- Create a Spark cluster using Bitnami Spark Image
- Dockerfile and docker-compose
- How to add an extra node to the cluster
- Configuration Reference
- Bitnami Spark Reference
- Bitnami Spark Cluster with Shared Volume
Create a Spark cluster using Bitnami Spark Image
Here I will show you how you can setup a Spark Cluster, 1 master, 2 workers node. We will use the Bitnami Docker image for this. This cluster works wonderfully and the easiest of all setups.
Make sure Docker is installed and running on your machine. You can Download Docker Desktop for windows from here.
Follow just three steps below to create the setup
- Create a file docker-compose.yml with the content from the docker-compose section.
- Create a file Dockerfile, with the content from Dockerfile.

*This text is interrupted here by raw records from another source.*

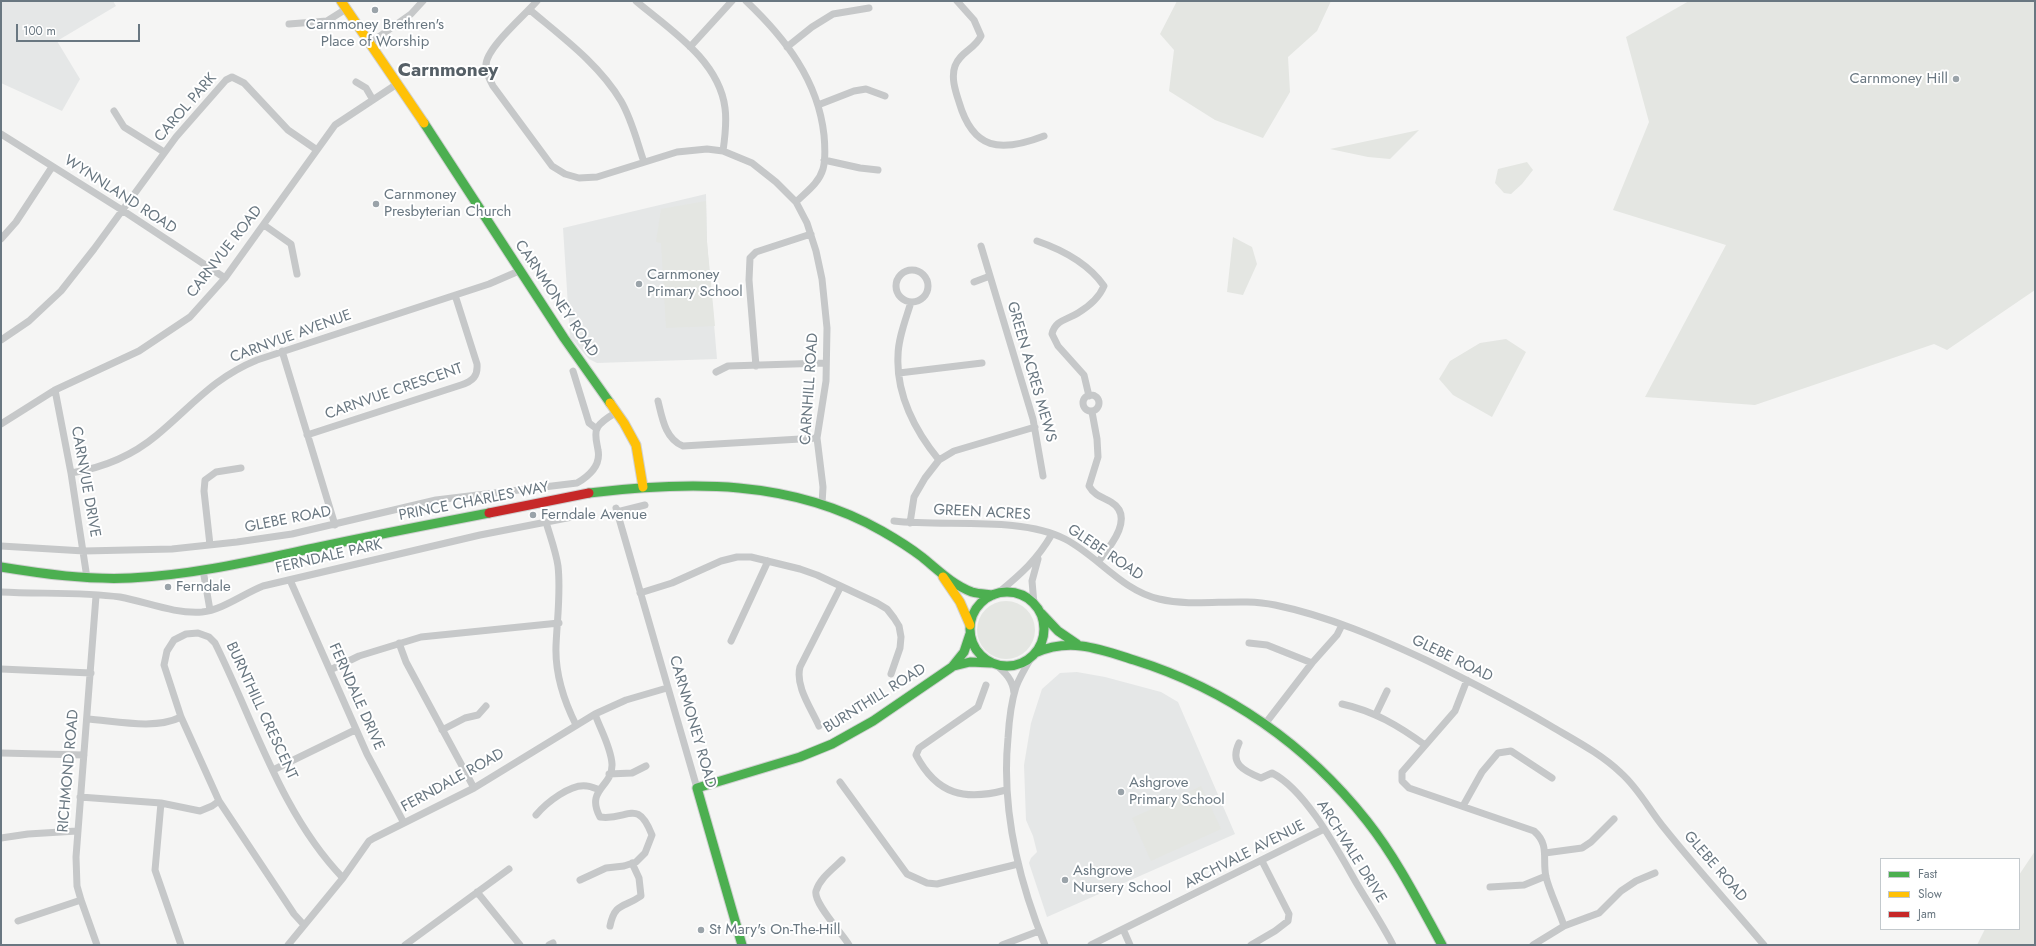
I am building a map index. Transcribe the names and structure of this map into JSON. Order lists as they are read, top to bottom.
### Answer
{
  "streets": {
    "street": [
      "CAROL PARK",
      "WYNNLAND ROAD",
      "CARNVUE ROAD",
      "CARNMONEY ROAD",
      "CARNVUE AVENUE",
      "GREEN ACRES MEWS",
      "CARNHILL ROAD",
      "CARNVUE CRESCENT",
      "CARNVUE DRIVE",
      "PRINCE CHARLES WAY",
      "GREEN ACRES",
      "GLEBE ROAD",
      "FERNDALE PARK",
      "FERNDALE DRIVE",
      "BURNTHILL ROAD",
      "BURNTHILL CRESCENT",
      "RICHMOND ROAD",
      "FERNDALE ROAD",
      "ARCHVALE DRIVE",
      "ARCHVALE AVENUE"
    ]
  },
  "crossings": [
    ["CAROL PARK", "WYNNLAND ROAD"],
    ["CAROL PARK", "CARNVUE ROAD"],
    ["WYNNLAND ROAD", "CARNVUE ROAD"],
    ["CARNVUE ROAD", "CARNMONEY ROAD"],
    ["CARNVUE ROAD", "CARNVUE DRIVE"],
    ["CARNMONEY ROAD", "CARNVUE AVENUE"],
    ["CARNMONEY ROAD", "PRINCE CHARLES WAY"],
    ["CARNMONEY ROAD", "GLEBE ROAD"],
    ["CARNMONEY ROAD", "BURNTHILL ROAD"],
    ["CARNMONEY ROAD", "FERNDALE ROAD"],
    ["CARNVUE AVENUE", "CARNVUE CRESCENT"],
    ["CARNVUE AVENUE", "CARNVUE DRIVE"],
    ["GREEN ACRES MEWS", "GREEN ACRES"],
    ["CARNHILL ROAD", "PRINCE CHARLES WAY"],
    ["CARNVUE DRIVE", "PRINCE CHARLES WAY"],
    ["CARNVUE DRIVE", "GLEBE ROAD"],
    ["PRINCE CHARLES WAY", "BURNTHILL ROAD"],
    ["GREEN ACRES", "GLEBE ROAD"],
    ["FERNDALE PARK", "FERNDALE DRIVE"],
    ["FERNDALE PARK", "RICHMOND ROAD"],
    ["FERNDALE DRIVE", "FERNDALE ROAD"],
    ["BURNTHILL CRESCENT", "FERNDALE ROAD"],
    ["ARCHVALE DRIVE", "ARCHVALE AVENUE"]
  ],
  "districts": ["Carnmoney"],
  "places": [
    "Carnmoney Brethren's Place of Worship",
    "Carnmoney Hill",
    "Carnmoney Presbyterian Church",
    "Carnmoney Primary School",
    "Ferndale Avenue",
    "Ferndale",
    "Ashgrove Primary School",
    "Ashgrove Nursery School",
    "St Mary's On-The-Hill"
  ],
  "legend": ["Fast", "Slow", "Jam"],
  "scale_bar": "100 m"
}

Note Dockerfile has NO extension.
- Now open Command prompt and run the following commands
docker network create dasnet docker-compose -p bitnami-spark-cluster build docker-compose -p bitnami-spark-cluster up -d
- Open the Docker app and navigate to the container section. The containers should be up and running.
Dockerfile and docker-compose
Dockerfile
Save the content below in file, Dockerfile(no extension)

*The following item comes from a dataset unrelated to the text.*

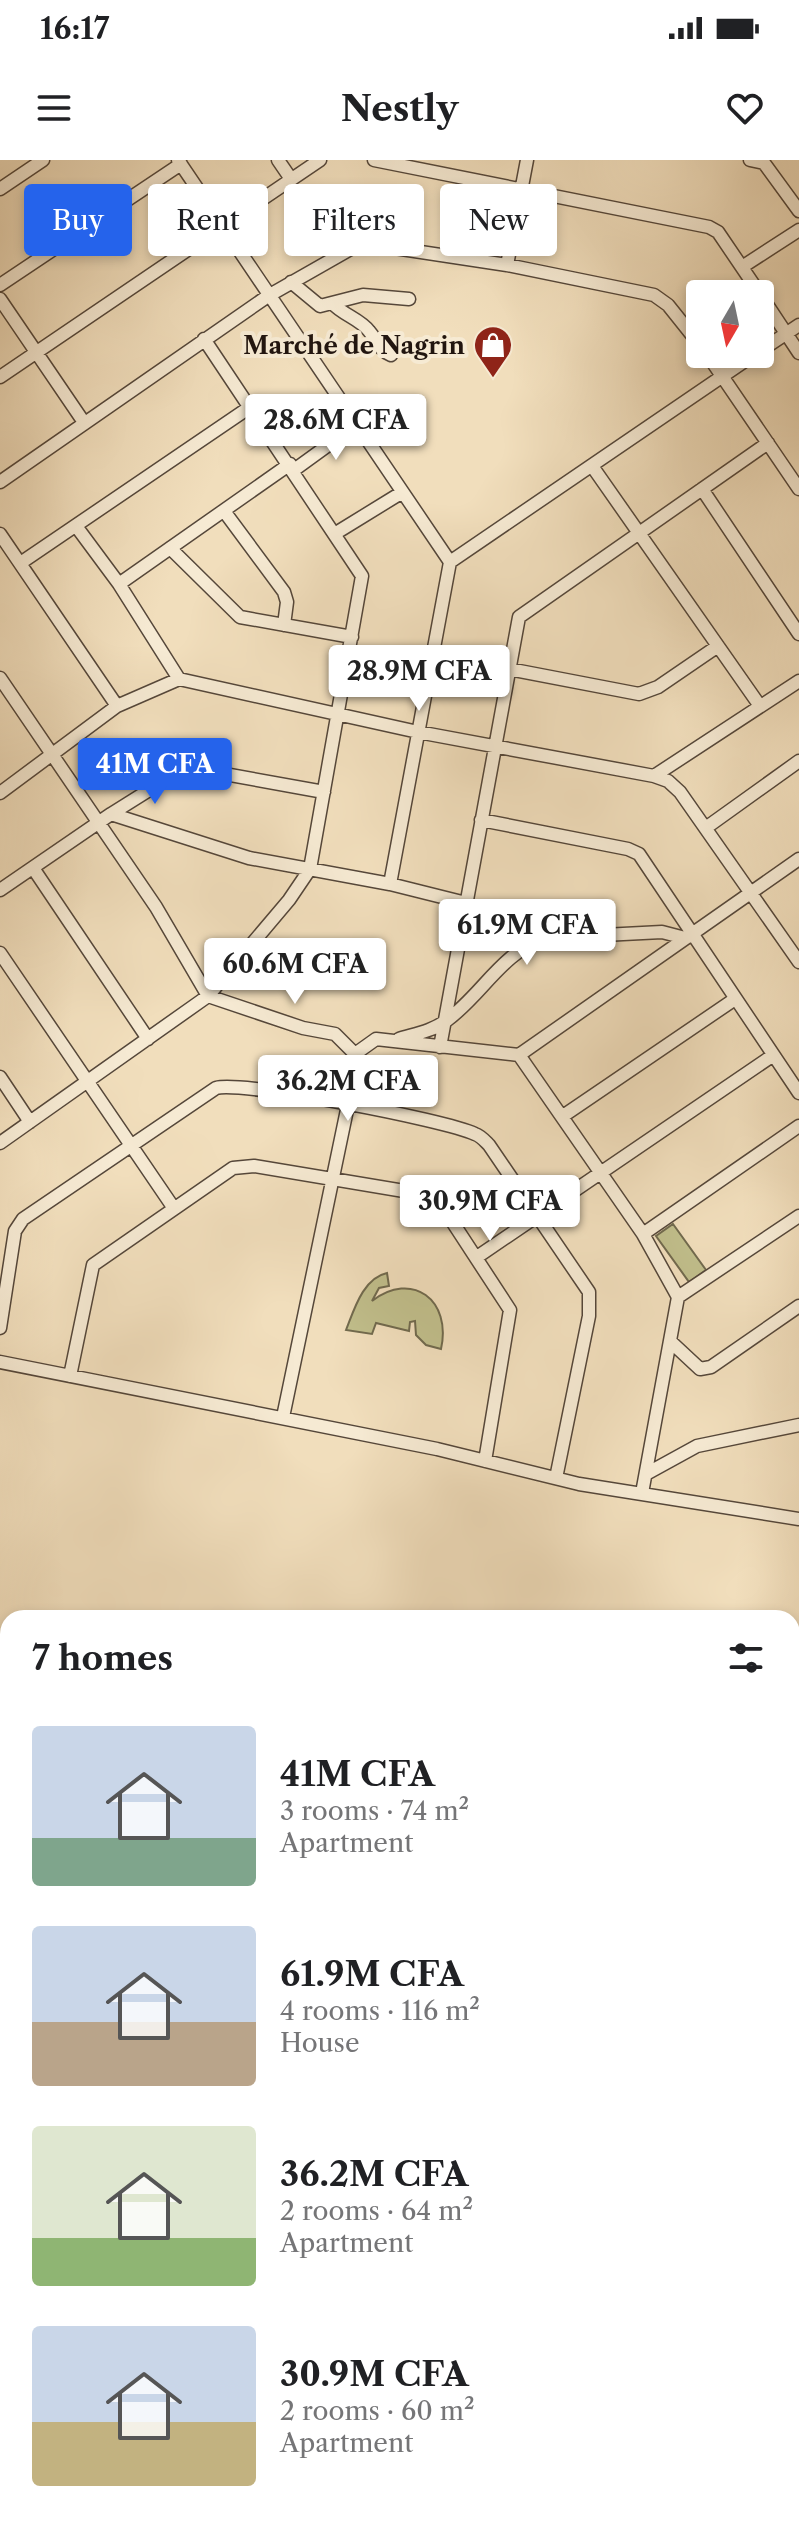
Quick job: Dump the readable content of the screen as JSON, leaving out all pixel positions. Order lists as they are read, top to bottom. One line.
{"places":{"shop":["Marché de Nagrin"]},"north":"bottom","page":{"status":"16:17","header":"Nestly","chip":["Buy","Rent","Filters","New"],"price":["28.6M CFA","28.9M CFA","41M CFA","61.9M CFA","60.6M CFA","36.2M CFA","30.9M CFA"],"heading":"7 homes","list":[{"name":"41M CFA","note":"3 rooms · 74 m² · Apartment"},{"name":"61.9M CFA","note":"4 rooms · 116 m² · House"},{"name":"36.2M CFA","note":"2 rooms · 64 m² · Apartment"},{"name":"30.9M CFA","note":"2 rooms · 60 m² · Apartment"}]}}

# Use the official Bitnami Spark image as the base image
# To use the latest version just replace the line below with FROM bitnami/spark:latest
FROM bitnami/spark:3.5
# Switch to root user to install necessary packages and set permissions
USER root
# Install sudo package
RUN apt-get update && apt-get install -y sudo
# Add a non-root user named dwdas with a home directory and bash shell
RUN useradd -ms /bin/bash dwdas
# Set the password for dwdas as Passw0rd
RUN echo "dwdas:Passw0rd" | chpasswd
# Add the user to the sudo group and configure sudoers file to allow passwordless sudo
RUN adduser dwdas sudo
RUN echo "dwdas ALL=(ALL) NOPASSWD:ALL" >> /etc/sudoers
# Ensure dwdas has write permissions to necessary directories and files
RUN mkdir -p /opt/bitnami/spark/tmp && chown -R dwdas:dwdas /opt/bitnami/spark/tmp
RUN chown -R dwdas:dwdas /opt/bitnami/spark/conf
RUN chown -R dwdas:dwdas /opt/bitnami/spark/work
RUN chown -R dwdas:dwdas /opt/bitnami/spark/logs
# Switch back to the non-root user
USER dwdas
# Set the working directory
WORKDIR /home/dwdas
docker-compose.yml
Here is the content for the docker-compose.yml file. Simply copy the contents into a file named docker-compose.yml
in your folder.
version: '3.9' # Specify the version of Docker Compose syntax. Latest is 3.9 on Aug 2024
services: # Define the services (containers) that make up your application
master:
build:
context: . # Build context is the current directory (where the Dockerfile is located)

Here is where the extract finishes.